* Task prompt: Which lines in the records below contain the word "image"? Copy each of them.

* Records for this task:

# # # # # # #

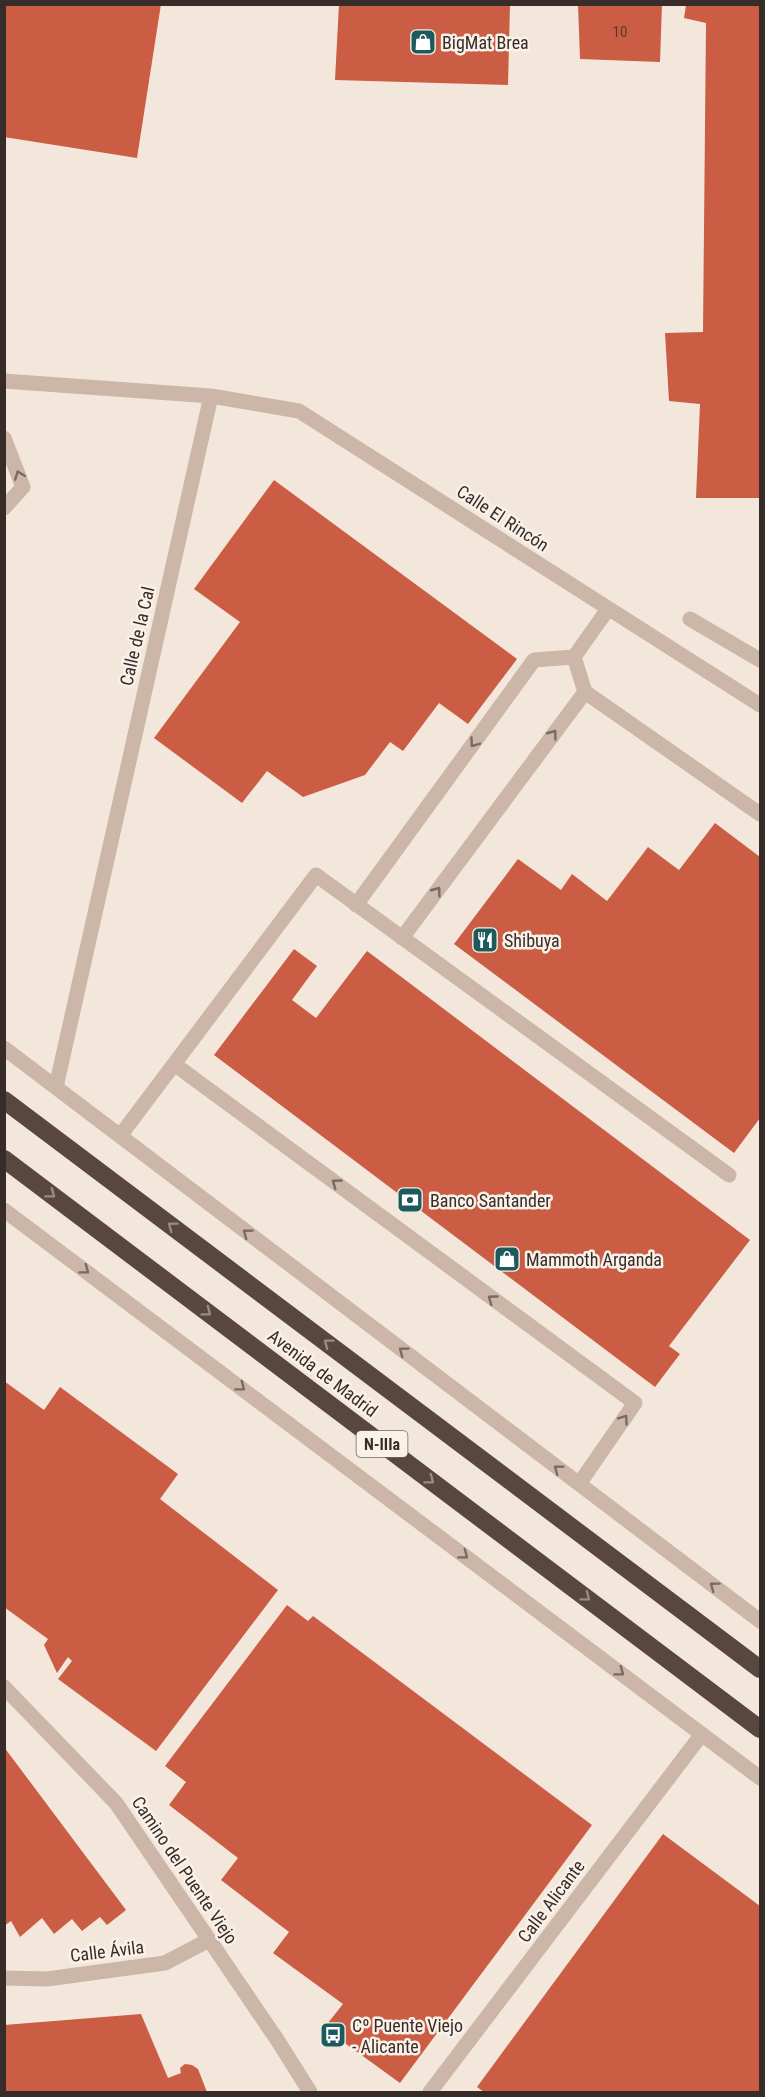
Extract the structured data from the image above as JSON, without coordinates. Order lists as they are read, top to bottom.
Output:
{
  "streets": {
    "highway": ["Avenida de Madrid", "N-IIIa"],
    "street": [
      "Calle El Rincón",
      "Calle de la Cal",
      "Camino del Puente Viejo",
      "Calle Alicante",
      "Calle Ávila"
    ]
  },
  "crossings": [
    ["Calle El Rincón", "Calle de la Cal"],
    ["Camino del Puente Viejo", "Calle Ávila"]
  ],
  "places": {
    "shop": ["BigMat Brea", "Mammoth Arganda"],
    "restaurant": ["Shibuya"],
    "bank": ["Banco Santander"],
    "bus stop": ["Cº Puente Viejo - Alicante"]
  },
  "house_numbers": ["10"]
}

# # # # # # #

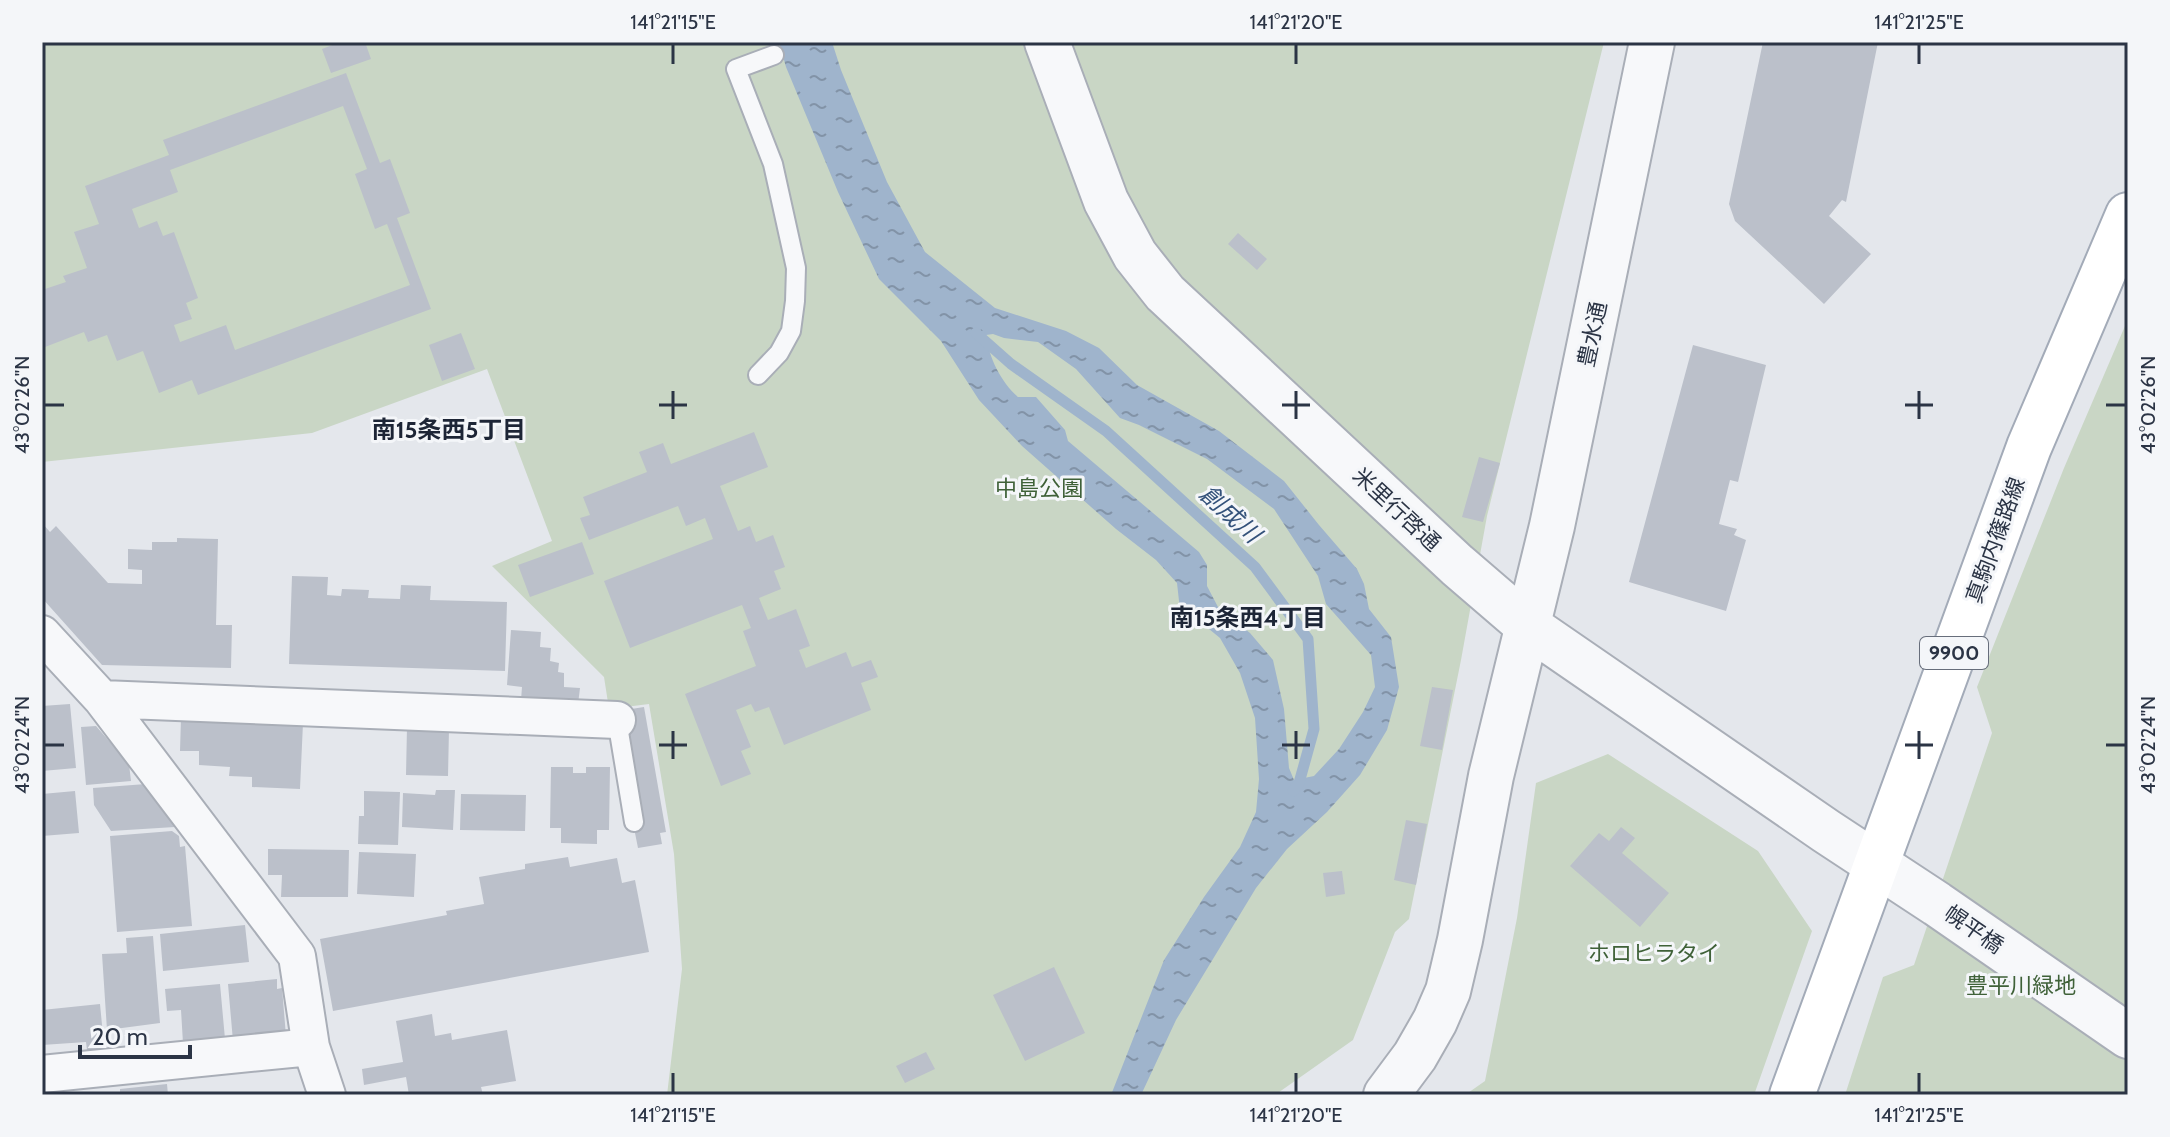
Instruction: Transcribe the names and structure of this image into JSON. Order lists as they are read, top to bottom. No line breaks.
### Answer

# # # # # # #

* Output for this exercise:
Extract the structured data from the image above as JSON, without coordinates. Order lists as they are read, top to bottom.
Instruction: Transcribe the names and structure of this image into JSON. Order lists as they are read, top to bottom. No line breaks.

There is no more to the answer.